With the Bay of Bengal in sight, they’re retyping 18th-century letters from the Adams family, which begot two American presidents. And they’re keying in diary entries written almost 400 years ago by John Winthrop, the first governor of the Massachusetts Bay Colony.
For both Harvard and the historical society, the joint digitization project is the first large-scale venture of its kind.
HUP, the publisher of 9,000 books since 1913, has given Google and Amazon.com permission to digitize portions of some of its titles. But the collaboration with the MHS marks the first time Harvard has had a “co-publisher” on such a large-scale, technically sophisticated project, said HUP director William Sisler.
For the MHS, which published its first book in 1792, the collaboration marks the first time any of its document-based books will be prepared for electronic editions.
The digitization venture, which MHS calls its Founding Families Project, was made possible because of a $300,000 grant awarded in 2005 by the National Endowment for the Humanities.
The MHS will match that amount with staff salaries over three years. Harvard will pay for the text conversion and for proofreaders to verify the accuracy of the transcription for the final online text.
HUP has no expectation of recovering costs, said Sisler. “We’re delighted to bring these seminal documents to the electronic environment.”
At the MHS, preparatory work on the electronic edition project started in July 2005. Text conversion in Chennai began this April and will end this fall.
By the end of June 2008, electronic editions will be posted on the society’s Web site (http://www.masshist.org).
Online will be 38 volumes of the Adams Papers, six volumes of the Winthrop Papers (five of them rare), and the one-volume “The Journal of John Winthrop, 1630-1649.”
The digitization project modernizes and expands a longtime partnership between Harvard and the MHS regarding the Adams papers. Traditionally, scholars from the historical society have transcribed documents, then compiled and annotated them for publication. Harvard then produced and distributed the books.
MHS scholars are still at work on unpublished Adams family papers, which will eventually be enshrined in books.
But across the hallway, technicians and editors are busy working to put the old books into a new, electronic format. They’re verifying encoding, creating a cumulative index, and tweaking the MHS Web site so users can easily access and search the historic documents.
Online editions of the Adams and Winthrop volumes will be faithful electronic reproductions of the published books. That includes 80 years of scholarly indexes, footnotes, and annotations.
Digitizing books jammed with scholarship is a big job. Each volume contains an average of 300 letters, diary entries, or other source documents.

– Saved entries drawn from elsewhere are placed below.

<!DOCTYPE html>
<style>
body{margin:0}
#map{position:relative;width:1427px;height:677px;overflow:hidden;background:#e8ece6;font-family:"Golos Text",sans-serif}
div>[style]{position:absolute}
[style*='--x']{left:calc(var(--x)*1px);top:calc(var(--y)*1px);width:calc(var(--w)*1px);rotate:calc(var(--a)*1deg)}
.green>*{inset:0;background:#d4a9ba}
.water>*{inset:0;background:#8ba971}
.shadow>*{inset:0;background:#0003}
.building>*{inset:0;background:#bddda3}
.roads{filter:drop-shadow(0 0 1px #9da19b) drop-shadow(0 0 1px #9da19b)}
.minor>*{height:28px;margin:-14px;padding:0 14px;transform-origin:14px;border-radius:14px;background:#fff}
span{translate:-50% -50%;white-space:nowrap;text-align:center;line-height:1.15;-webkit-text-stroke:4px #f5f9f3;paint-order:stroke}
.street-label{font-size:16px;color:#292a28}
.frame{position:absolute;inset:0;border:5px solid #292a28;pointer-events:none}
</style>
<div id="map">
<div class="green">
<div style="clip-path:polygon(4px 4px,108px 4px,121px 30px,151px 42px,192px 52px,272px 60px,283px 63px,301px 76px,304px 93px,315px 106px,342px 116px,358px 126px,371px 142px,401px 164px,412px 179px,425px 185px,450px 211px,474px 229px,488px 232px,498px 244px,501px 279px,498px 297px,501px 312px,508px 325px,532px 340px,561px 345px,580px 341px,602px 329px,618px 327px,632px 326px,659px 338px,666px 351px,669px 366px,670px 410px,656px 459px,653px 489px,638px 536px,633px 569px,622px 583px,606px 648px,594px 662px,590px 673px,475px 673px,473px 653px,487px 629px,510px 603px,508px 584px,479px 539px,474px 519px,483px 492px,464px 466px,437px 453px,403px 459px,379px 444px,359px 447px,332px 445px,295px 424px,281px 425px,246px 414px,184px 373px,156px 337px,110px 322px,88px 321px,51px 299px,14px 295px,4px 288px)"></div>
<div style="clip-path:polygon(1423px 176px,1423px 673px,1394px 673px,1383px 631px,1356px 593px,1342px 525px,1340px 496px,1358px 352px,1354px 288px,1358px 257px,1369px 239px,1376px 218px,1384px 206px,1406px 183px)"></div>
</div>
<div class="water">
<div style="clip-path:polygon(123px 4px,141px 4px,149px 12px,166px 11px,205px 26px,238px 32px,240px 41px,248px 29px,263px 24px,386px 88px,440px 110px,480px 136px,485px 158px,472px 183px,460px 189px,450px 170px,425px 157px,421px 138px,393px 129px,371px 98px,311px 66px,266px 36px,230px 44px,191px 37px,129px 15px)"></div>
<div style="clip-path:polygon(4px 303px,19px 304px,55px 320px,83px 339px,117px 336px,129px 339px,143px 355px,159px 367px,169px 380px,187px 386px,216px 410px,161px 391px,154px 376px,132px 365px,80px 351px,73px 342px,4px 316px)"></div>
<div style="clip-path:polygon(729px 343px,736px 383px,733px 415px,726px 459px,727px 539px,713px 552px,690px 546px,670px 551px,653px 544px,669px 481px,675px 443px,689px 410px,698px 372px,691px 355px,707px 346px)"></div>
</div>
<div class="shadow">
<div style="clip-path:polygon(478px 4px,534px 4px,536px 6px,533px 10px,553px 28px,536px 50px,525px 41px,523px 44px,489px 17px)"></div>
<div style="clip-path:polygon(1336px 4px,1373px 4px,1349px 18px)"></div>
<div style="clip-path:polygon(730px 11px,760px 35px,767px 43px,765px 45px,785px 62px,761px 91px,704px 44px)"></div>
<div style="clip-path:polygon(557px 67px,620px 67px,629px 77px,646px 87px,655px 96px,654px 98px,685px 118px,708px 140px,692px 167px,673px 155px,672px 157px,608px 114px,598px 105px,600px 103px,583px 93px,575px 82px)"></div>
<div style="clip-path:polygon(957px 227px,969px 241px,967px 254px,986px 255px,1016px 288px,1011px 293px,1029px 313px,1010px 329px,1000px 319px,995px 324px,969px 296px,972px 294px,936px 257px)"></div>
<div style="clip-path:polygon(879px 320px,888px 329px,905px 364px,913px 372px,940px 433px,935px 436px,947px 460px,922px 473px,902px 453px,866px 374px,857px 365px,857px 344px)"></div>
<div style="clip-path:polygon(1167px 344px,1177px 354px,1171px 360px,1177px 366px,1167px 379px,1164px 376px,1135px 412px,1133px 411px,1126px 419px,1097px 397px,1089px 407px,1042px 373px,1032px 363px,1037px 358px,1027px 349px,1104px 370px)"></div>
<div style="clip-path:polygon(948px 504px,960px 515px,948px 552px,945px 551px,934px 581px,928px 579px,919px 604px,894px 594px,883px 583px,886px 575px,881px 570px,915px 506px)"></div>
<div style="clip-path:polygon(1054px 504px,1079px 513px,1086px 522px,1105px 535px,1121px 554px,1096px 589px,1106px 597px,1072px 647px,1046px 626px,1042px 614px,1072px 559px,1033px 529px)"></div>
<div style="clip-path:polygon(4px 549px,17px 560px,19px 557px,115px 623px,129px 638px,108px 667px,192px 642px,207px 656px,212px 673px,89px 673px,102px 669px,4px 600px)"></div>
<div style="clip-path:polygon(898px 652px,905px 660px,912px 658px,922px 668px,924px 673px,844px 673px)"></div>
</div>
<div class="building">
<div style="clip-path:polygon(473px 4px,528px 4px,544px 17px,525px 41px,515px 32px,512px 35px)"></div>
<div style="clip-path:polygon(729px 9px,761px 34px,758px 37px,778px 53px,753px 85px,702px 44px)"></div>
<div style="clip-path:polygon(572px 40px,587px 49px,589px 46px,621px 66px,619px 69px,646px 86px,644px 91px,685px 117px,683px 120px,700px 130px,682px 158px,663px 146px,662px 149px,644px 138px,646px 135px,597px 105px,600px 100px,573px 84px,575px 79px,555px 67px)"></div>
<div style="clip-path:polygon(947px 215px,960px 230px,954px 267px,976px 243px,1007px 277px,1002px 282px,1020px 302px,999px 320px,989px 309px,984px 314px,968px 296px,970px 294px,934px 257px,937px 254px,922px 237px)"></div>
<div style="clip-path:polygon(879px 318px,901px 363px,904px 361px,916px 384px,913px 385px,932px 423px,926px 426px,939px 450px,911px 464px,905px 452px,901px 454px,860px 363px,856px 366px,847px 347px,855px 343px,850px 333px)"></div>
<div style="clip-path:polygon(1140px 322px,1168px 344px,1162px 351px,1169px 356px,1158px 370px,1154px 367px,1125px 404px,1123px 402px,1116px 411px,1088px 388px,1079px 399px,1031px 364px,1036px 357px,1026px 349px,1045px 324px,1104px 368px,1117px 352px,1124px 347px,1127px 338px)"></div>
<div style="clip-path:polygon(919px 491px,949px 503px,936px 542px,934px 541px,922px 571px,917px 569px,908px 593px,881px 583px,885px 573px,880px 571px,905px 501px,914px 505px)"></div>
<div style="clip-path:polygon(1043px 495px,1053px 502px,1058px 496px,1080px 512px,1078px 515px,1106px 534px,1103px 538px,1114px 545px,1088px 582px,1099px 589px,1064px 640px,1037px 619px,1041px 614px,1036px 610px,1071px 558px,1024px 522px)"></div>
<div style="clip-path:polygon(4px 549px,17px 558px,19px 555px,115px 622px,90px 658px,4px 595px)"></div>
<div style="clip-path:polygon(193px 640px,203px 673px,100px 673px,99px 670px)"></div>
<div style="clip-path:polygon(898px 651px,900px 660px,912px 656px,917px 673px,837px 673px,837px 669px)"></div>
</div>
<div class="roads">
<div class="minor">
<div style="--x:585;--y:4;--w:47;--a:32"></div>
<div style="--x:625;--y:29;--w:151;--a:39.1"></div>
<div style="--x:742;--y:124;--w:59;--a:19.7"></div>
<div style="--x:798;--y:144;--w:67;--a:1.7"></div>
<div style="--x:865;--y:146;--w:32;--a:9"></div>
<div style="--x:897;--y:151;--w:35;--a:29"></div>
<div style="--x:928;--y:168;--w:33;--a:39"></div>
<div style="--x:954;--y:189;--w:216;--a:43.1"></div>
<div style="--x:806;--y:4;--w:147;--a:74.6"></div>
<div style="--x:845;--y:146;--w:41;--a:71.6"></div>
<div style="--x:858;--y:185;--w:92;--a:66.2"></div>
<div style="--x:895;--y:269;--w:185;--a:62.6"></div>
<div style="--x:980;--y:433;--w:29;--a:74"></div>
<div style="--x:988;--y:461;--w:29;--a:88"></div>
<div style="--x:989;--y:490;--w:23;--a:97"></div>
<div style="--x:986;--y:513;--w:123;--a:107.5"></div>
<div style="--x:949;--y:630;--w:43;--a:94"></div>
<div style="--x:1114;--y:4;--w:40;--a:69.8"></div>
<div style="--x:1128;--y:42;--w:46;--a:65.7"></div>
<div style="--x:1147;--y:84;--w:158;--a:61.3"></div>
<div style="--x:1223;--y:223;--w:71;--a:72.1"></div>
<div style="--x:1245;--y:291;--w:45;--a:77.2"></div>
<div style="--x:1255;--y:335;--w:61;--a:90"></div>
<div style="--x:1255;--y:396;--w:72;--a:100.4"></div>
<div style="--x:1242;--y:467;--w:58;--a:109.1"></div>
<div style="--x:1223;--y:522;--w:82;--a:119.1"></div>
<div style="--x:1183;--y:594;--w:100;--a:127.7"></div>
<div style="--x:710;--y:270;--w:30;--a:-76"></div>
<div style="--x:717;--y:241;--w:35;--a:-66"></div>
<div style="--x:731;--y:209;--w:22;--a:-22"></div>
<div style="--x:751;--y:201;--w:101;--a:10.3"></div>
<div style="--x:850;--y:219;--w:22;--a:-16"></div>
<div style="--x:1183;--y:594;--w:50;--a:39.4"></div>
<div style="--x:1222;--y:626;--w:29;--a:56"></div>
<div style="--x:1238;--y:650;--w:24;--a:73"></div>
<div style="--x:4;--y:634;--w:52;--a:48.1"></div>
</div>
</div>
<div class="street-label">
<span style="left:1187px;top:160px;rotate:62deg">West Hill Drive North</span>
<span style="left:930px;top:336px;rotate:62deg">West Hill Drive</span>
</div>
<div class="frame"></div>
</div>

But once finished, the digitized, searchable editions will be “better than pulling books off shelves,” said Ondine Le Blanc, associate editor of publications at the MHS.
Digitizing scholarly books is not simple. Just scanning the printed pages of each book won’t do. Not accurate enough, said Le Blanc, and scanning alone would not make the text searchable.
So each page of the 45 volumes must be “keyed.” That means retyping every word, as well as typing in embedded codes. The codes resemble the markup language an editor might use for print editions. They bracket salutations, signatures, footnotes, indexes, timelines, and other discrete textual items. Often, a single line of original text, when digitized, will be surrounded by five or 10 lines of code.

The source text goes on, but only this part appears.